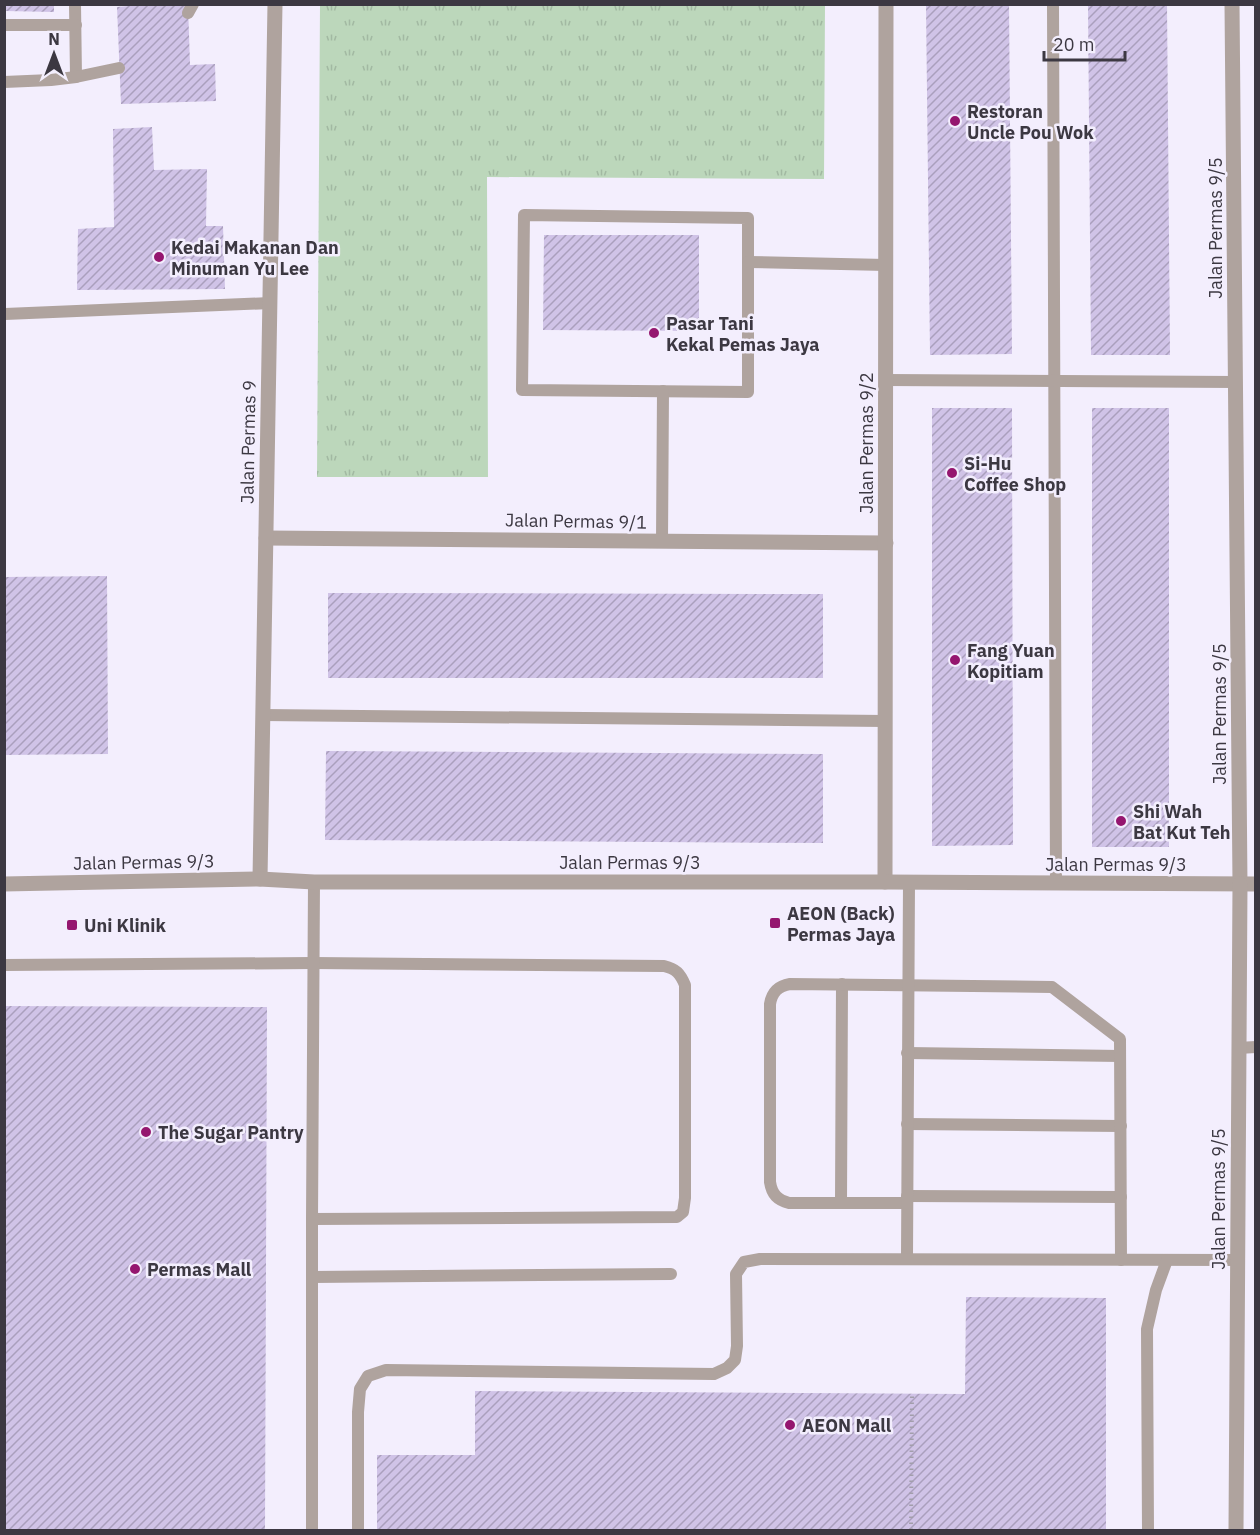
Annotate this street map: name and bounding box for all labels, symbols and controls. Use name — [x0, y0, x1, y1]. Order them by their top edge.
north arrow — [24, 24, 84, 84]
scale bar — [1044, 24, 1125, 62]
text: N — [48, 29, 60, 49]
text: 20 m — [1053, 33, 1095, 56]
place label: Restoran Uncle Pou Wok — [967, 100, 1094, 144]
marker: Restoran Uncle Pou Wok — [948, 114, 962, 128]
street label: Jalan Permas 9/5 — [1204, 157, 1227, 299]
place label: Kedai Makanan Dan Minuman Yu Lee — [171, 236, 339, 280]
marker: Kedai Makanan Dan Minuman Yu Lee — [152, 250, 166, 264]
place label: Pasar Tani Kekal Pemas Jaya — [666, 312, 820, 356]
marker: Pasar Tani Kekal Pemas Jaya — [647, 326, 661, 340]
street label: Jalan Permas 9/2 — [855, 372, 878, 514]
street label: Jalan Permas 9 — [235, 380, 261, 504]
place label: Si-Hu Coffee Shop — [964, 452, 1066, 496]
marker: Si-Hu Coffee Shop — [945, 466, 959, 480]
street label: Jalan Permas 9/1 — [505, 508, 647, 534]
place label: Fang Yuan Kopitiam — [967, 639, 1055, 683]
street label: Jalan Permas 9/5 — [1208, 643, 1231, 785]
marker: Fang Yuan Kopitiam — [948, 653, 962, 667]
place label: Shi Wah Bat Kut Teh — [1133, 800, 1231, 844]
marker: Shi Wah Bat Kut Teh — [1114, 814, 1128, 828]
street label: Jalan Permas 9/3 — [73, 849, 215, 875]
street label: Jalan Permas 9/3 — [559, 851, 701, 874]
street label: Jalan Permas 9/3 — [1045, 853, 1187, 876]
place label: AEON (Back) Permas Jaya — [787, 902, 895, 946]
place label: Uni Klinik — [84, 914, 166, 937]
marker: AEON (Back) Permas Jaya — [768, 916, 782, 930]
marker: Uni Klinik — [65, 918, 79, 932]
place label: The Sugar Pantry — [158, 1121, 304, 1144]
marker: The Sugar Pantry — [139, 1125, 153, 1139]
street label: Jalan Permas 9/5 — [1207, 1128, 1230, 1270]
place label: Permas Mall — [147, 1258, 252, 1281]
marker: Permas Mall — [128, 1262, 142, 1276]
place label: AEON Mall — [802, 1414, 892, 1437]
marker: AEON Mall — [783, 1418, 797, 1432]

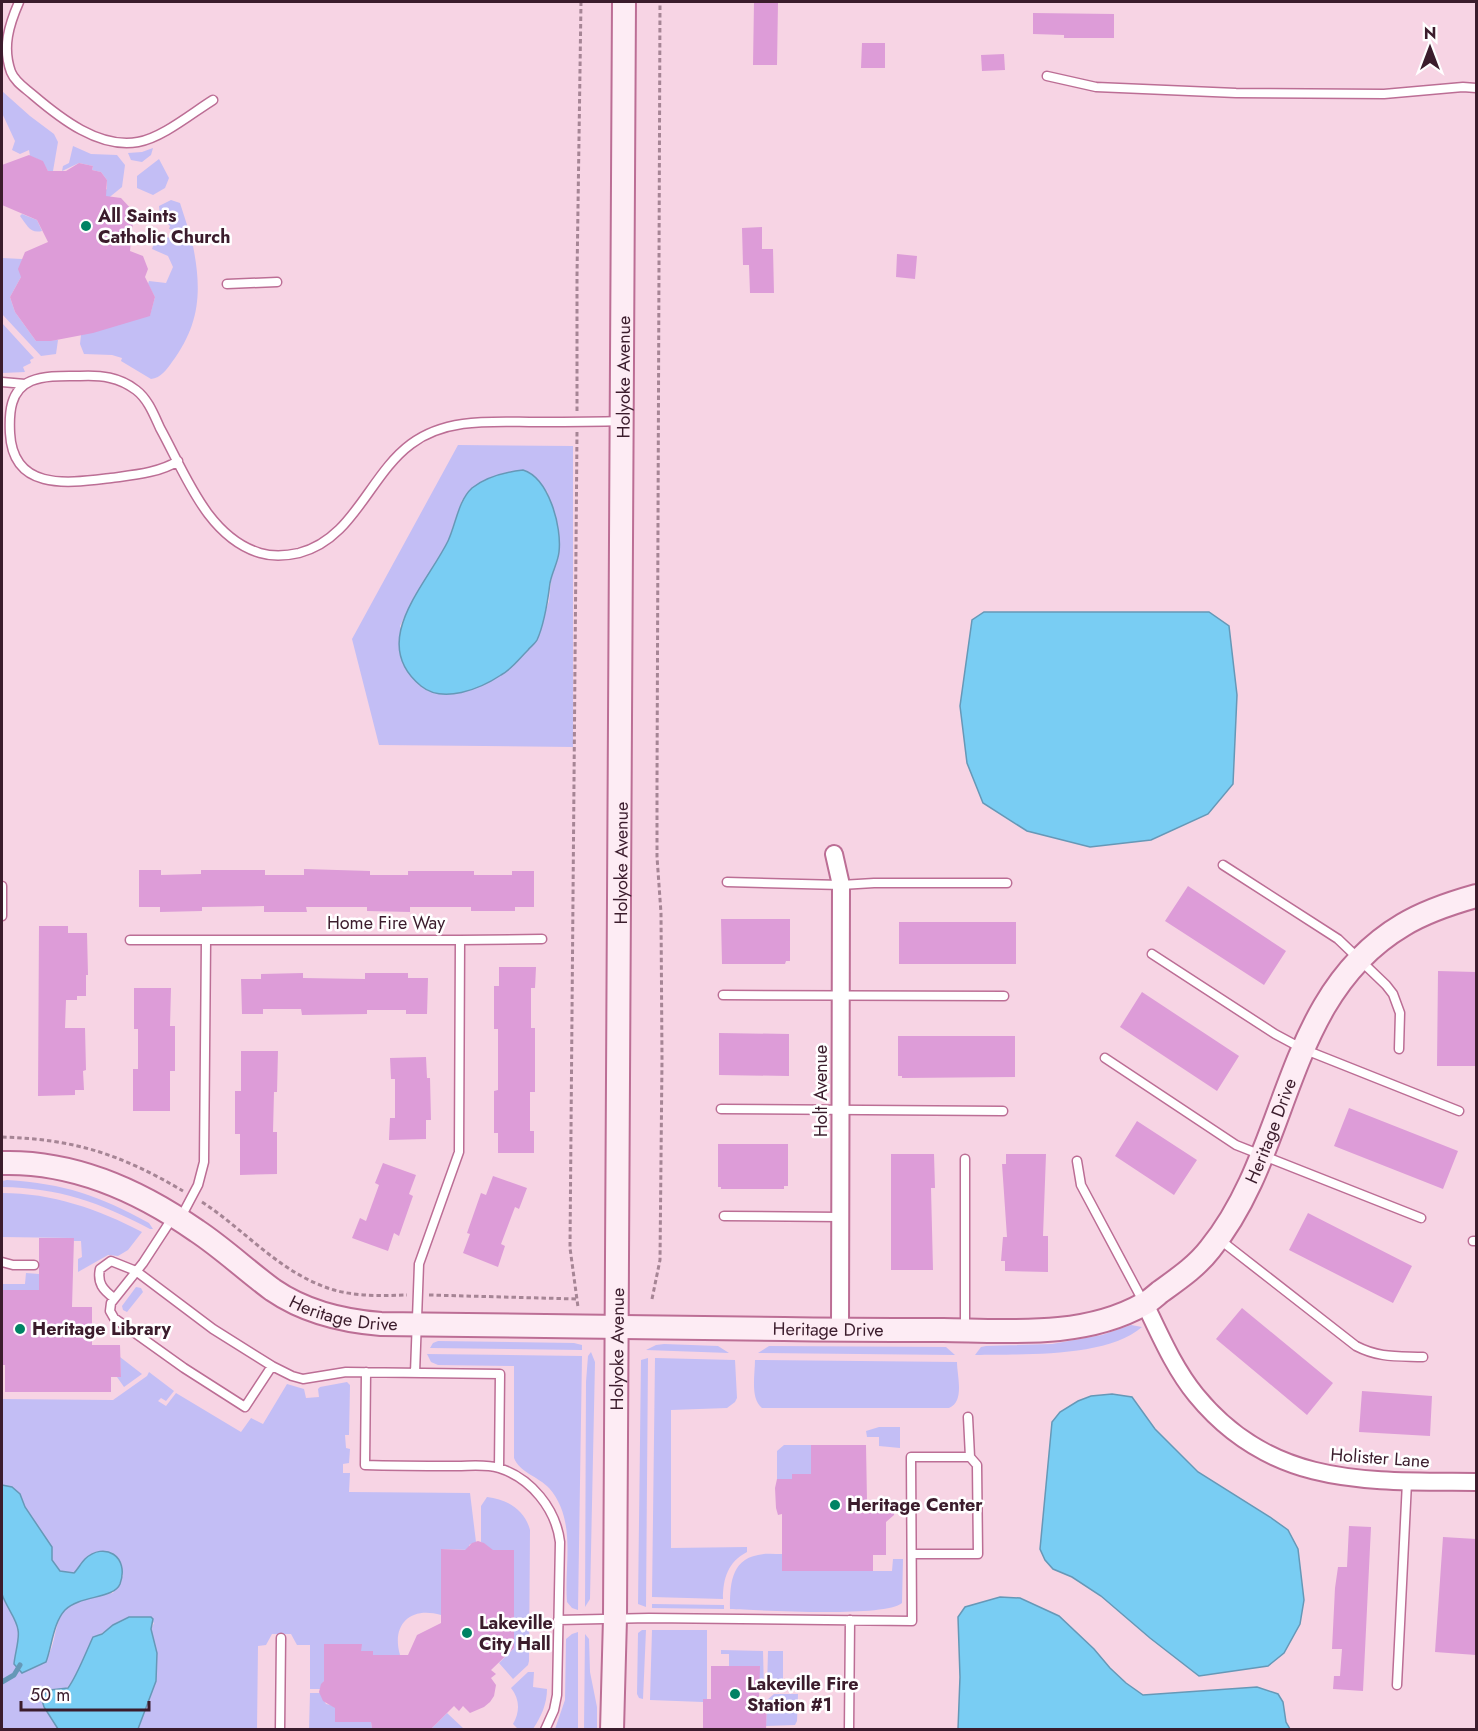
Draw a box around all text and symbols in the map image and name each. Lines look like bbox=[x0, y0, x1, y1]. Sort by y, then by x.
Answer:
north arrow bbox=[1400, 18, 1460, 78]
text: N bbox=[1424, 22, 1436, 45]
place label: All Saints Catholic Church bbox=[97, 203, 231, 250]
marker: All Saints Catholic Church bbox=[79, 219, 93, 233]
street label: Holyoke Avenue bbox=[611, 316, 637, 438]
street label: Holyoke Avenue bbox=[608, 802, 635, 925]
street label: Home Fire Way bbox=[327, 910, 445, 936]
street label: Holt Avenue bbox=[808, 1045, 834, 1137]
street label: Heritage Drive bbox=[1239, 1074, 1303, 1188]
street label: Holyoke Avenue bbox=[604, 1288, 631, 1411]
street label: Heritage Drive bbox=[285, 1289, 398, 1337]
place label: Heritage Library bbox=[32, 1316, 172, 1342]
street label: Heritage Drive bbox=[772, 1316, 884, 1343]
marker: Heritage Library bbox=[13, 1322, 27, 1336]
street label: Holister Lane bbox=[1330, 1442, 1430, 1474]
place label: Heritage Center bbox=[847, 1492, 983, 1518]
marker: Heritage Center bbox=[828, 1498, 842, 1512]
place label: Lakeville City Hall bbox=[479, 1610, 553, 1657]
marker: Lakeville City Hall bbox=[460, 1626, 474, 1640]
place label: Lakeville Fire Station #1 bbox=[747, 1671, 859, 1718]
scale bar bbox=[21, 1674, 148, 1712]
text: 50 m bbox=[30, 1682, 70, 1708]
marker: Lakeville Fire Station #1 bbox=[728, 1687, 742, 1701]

____________________

* _Aim of the exercise_: Write every line of the data out again exactly, leaving out all images.

* _Exercise response_:
Annotate this street map: name and bounding box for all labels, symbols and controls. Use name — [x0, y0, x1, y1]. Order them by their top edge.
north arrow — [24, 24, 84, 84]
scale bar — [1044, 24, 1125, 62]
text: N — [48, 29, 60, 49]
text: 20 m — [1053, 33, 1095, 56]
place label: Restoran Uncle Pou Wok — [967, 100, 1094, 144]
marker: Restoran Uncle Pou Wok — [948, 114, 962, 128]
street label: Jalan Permas 9/5 — [1204, 157, 1227, 299]
place label: Kedai Makanan Dan Minuman Yu Lee — [171, 236, 339, 280]
marker: Kedai Makanan Dan Minuman Yu Lee — [152, 250, 166, 264]
place label: Pasar Tani Kekal Pemas Jaya — [666, 312, 820, 356]
marker: Pasar Tani Kekal Pemas Jaya — [647, 326, 661, 340]
street label: Jalan Permas 9/2 — [855, 372, 878, 514]
street label: Jalan Permas 9 — [235, 380, 261, 504]
place label: Si-Hu Coffee Shop — [964, 452, 1066, 496]
marker: Si-Hu Coffee Shop — [945, 466, 959, 480]
street label: Jalan Permas 9/1 — [505, 508, 647, 534]
place label: Fang Yuan Kopitiam — [967, 639, 1055, 683]
street label: Jalan Permas 9/5 — [1208, 643, 1231, 785]
marker: Fang Yuan Kopitiam — [948, 653, 962, 667]
place label: Shi Wah Bat Kut Teh — [1133, 800, 1231, 844]
marker: Shi Wah Bat Kut Teh — [1114, 814, 1128, 828]
street label: Jalan Permas 9/3 — [73, 849, 215, 875]
street label: Jalan Permas 9/3 — [559, 851, 701, 874]
street label: Jalan Permas 9/3 — [1045, 853, 1187, 876]
place label: AEON (Back) Permas Jaya — [787, 902, 895, 946]
place label: Uni Klinik — [84, 914, 166, 937]
marker: AEON (Back) Permas Jaya — [768, 916, 782, 930]
marker: Uni Klinik — [65, 918, 79, 932]
place label: The Sugar Pantry — [158, 1121, 304, 1144]
marker: The Sugar Pantry — [139, 1125, 153, 1139]
street label: Jalan Permas 9/5 — [1207, 1128, 1230, 1270]
place label: Permas Mall — [147, 1258, 252, 1281]
marker: Permas Mall — [128, 1262, 142, 1276]
place label: AEON Mall — [802, 1414, 892, 1437]
marker: AEON Mall — [783, 1418, 797, 1432]

Draw a box around all text and symbols in the map image and name each. Lines look like bbox=[x0, y0, x1, y1]. Sort by y, then by x.
Answer:
north arrow bbox=[1400, 18, 1460, 78]
text: N bbox=[1424, 22, 1436, 45]
place label: All Saints Catholic Church bbox=[97, 203, 231, 250]
marker: All Saints Catholic Church bbox=[79, 219, 93, 233]
street label: Holyoke Avenue bbox=[611, 316, 637, 438]
street label: Holyoke Avenue bbox=[608, 802, 635, 925]
street label: Home Fire Way bbox=[327, 910, 445, 936]
street label: Holt Avenue bbox=[808, 1045, 834, 1137]
street label: Heritage Drive bbox=[1239, 1074, 1303, 1188]
street label: Holyoke Avenue bbox=[604, 1288, 631, 1411]
street label: Heritage Drive bbox=[285, 1289, 398, 1337]
place label: Heritage Library bbox=[32, 1316, 172, 1342]
street label: Heritage Drive bbox=[772, 1316, 884, 1343]
marker: Heritage Library bbox=[13, 1322, 27, 1336]
street label: Holister Lane bbox=[1330, 1442, 1430, 1474]
place label: Heritage Center bbox=[847, 1492, 983, 1518]
marker: Heritage Center bbox=[828, 1498, 842, 1512]
place label: Lakeville City Hall bbox=[479, 1610, 553, 1657]
marker: Lakeville City Hall bbox=[460, 1626, 474, 1640]
place label: Lakeville Fire Station #1 bbox=[747, 1671, 859, 1718]
scale bar bbox=[21, 1674, 148, 1712]
text: 50 m bbox=[30, 1682, 70, 1708]
marker: Lakeville Fire Station #1 bbox=[728, 1687, 742, 1701]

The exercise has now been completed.